The California High Speed Rail Authority is in the business of "largely excluding minority-owned businesses from the contracting opportunities that the project brings," according to a complaint filed by the Lawyers' Committee for Civil Rights Wednesday.
The authority shot back that it's been following the law when handing out contracts worth hundreds of millions so far.
"California's high-speed train project is and has been in full compliance with the law," said Valerie Martinez, a spokeswoman for the authority. "Our contracts are awarded in a very public and transparent manner by our board, in public meetings."
The civil rights attorneys want their claims investigated before the feds start doling out money to the project, which has a $43 billion price tag. They're no doubt betting on the Obama administration's friendlier view toward so-called Title VI complaints. It was a similar civil rights complaint that caused the feds to withhold millions from the Oakland Airport connector project.
According to the complaint, just 12 of the 134 contractors on the project so far are minority-owned companies.

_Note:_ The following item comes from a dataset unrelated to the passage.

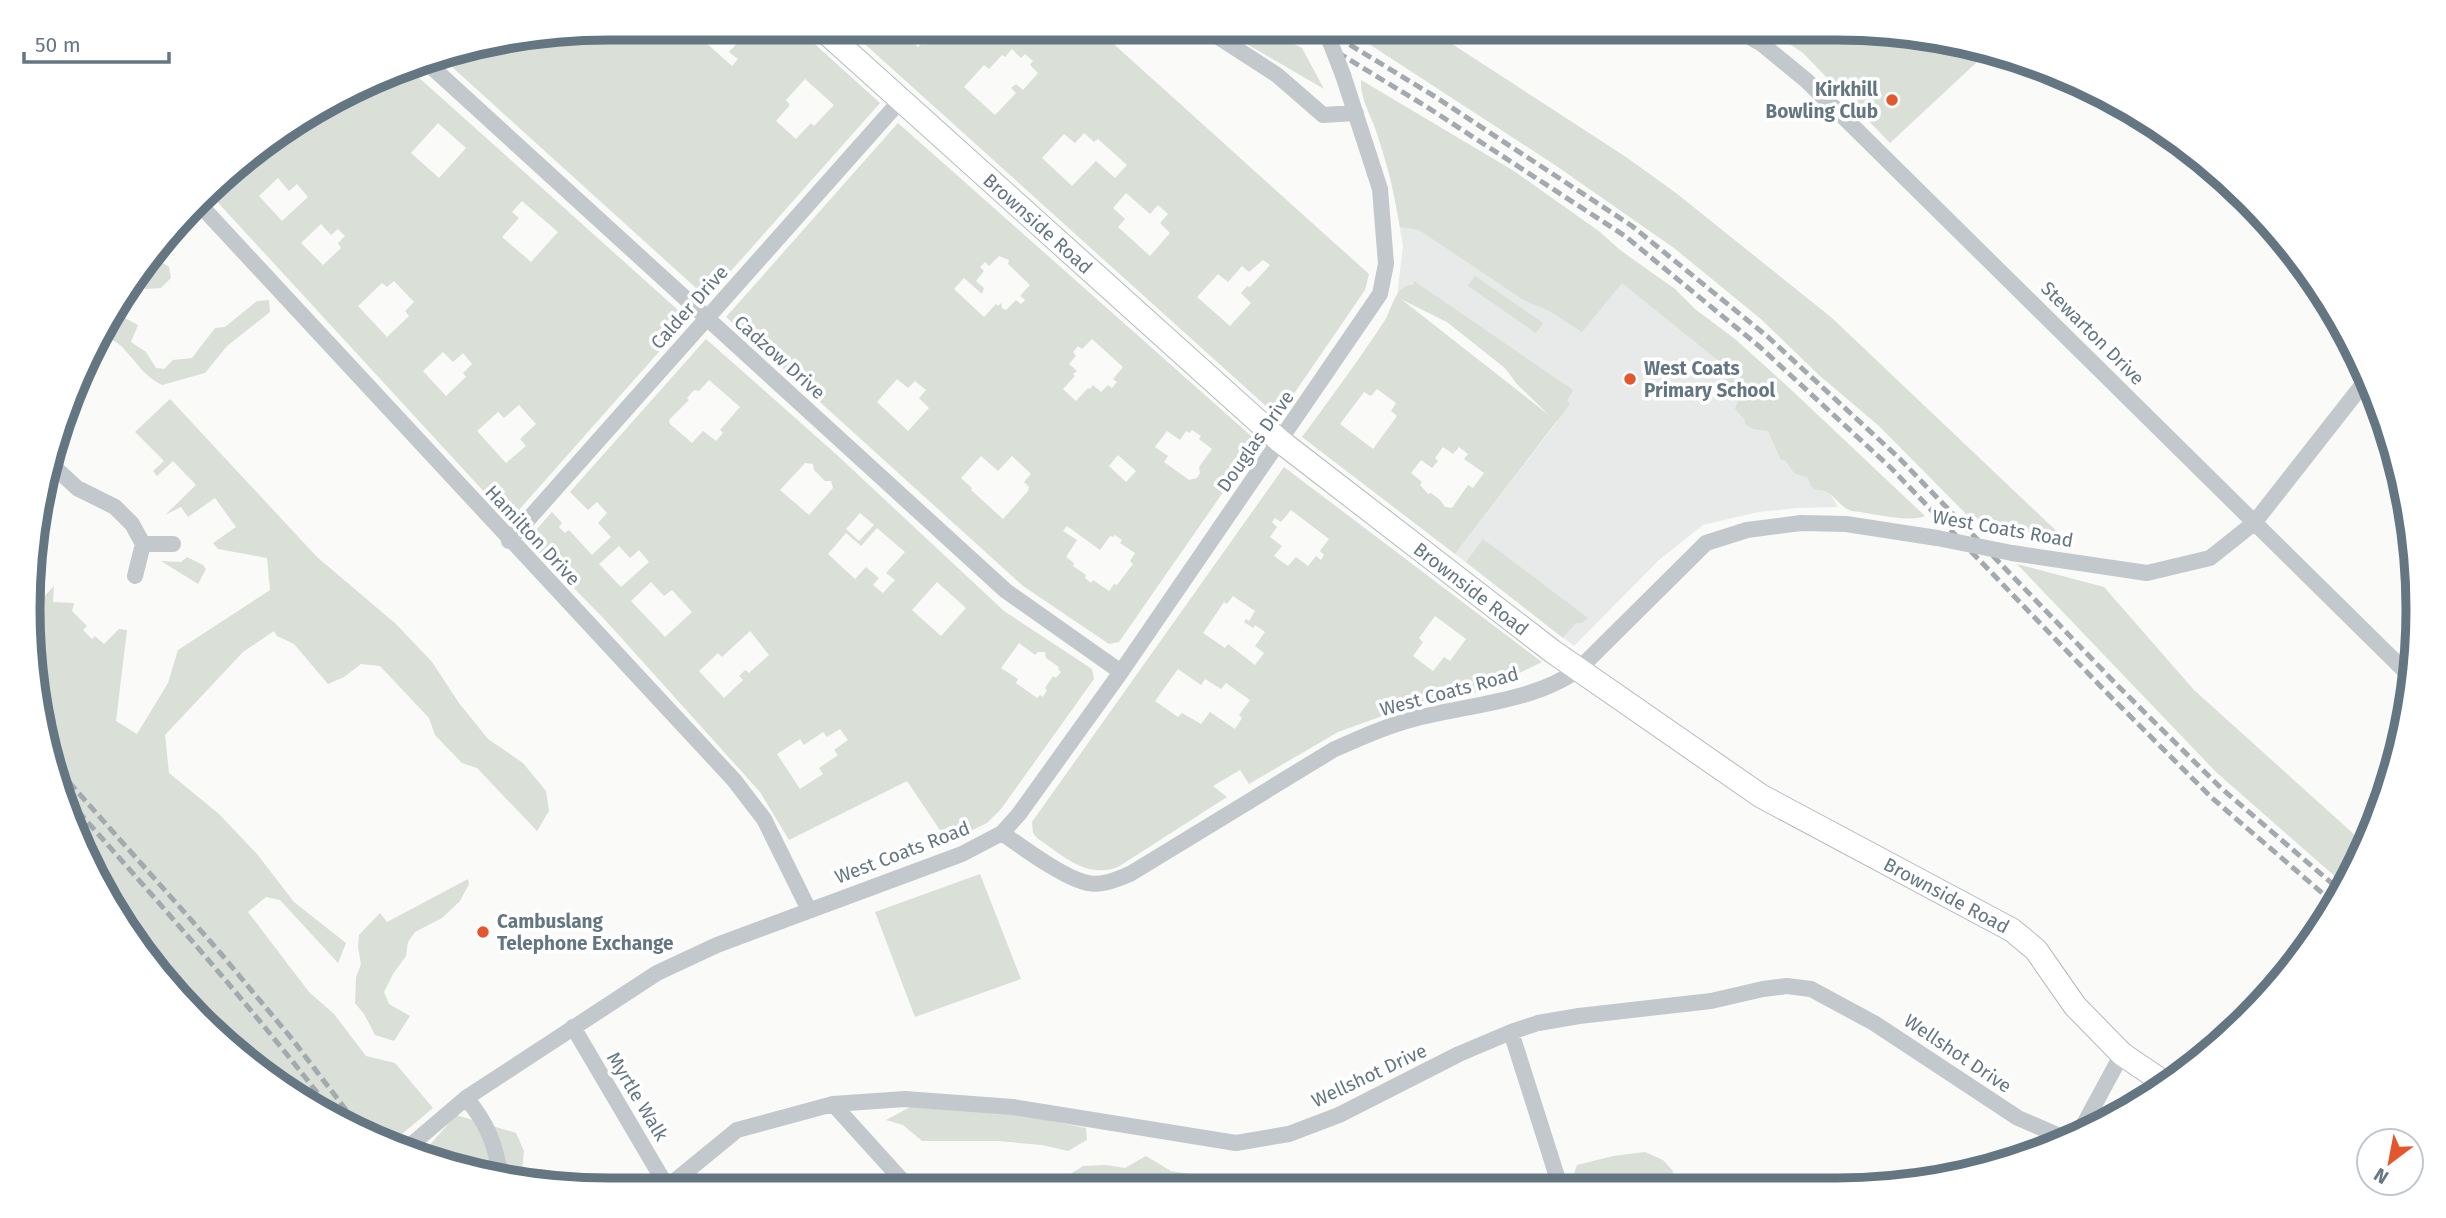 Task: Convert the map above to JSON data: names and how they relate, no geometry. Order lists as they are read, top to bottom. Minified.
{"streets":{"street":["Brownside Road","Calder Drive","Stewarton Drive","Cadzow Drive","Douglas Drive","West Coats Road","Hamilton Drive","Wellshot Drive","Myrtle Walk"]},"crossings":[["Brownside Road","Calder Drive"],["Brownside Road","Douglas Drive"],["Brownside Road","West Coats Road"],["Calder Drive","Cadzow Drive"],["Calder Drive","Hamilton Drive"],["Stewarton Drive","West Coats Road"],["Cadzow Drive","Douglas Drive"],["Douglas Drive","West Coats Road"],["West Coats Road","Hamilton Drive"],["West Coats Road","Myrtle Walk"]],"places":["Kirkhill Bowling Club","West Coats Primary School","Cambuslang Telephone Exchange"],"scale_bar":"50 m","north":"bottom left"} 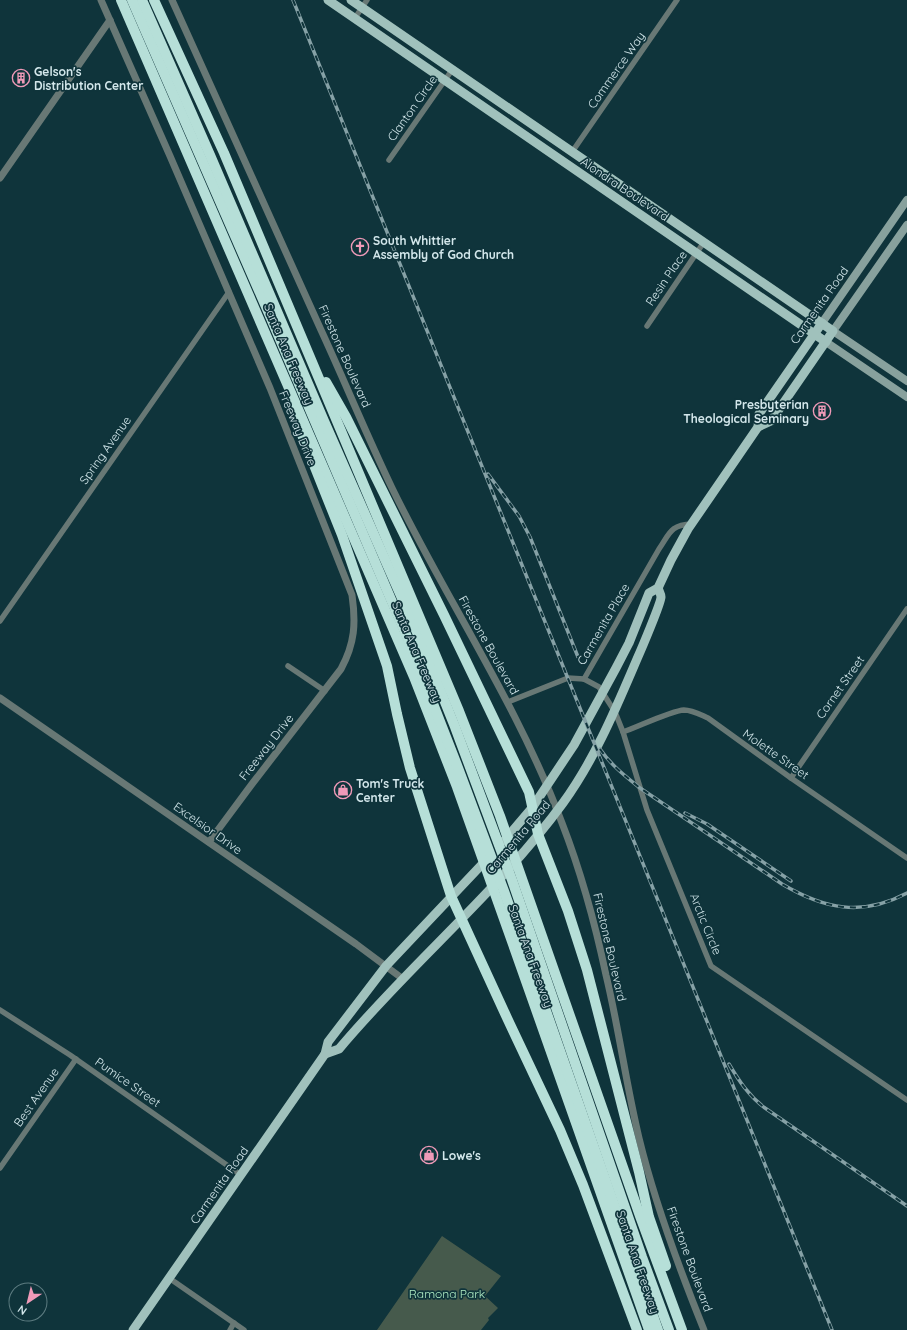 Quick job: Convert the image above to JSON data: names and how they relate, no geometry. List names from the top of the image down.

"The California High Speed Rail Project is one of the most exciting projects of our time, promising to usher our State into the 21st Century of transportation access," Fred Jordan, who heads the San Francisco African American Chamber of Commerce, said in a statement. "However, this $43 billion undertaking appears to not be for all the citizens of California, but for the middle class and a small group of large established companies. Minority owned business and small business have been almost totally left out of the planning, engineering and construction of this project."
The rail authority recently gave the go-ahead to begin construction on a 65-mile stretch of track in the Central Valley from Borden to Corcoran. It will cost more than $4 billion, and critics have called it the train to nowhere.
The project has also faced tough opposition - and lawsuits - from cities on the Peninsula that don't want the train whizzing through their downtowns.
And it's not just minority contractors that want to cut off federal funding. Republicans in the House have made noises about pulling back $2 billion in stimulus money headed for the high-speed rail project.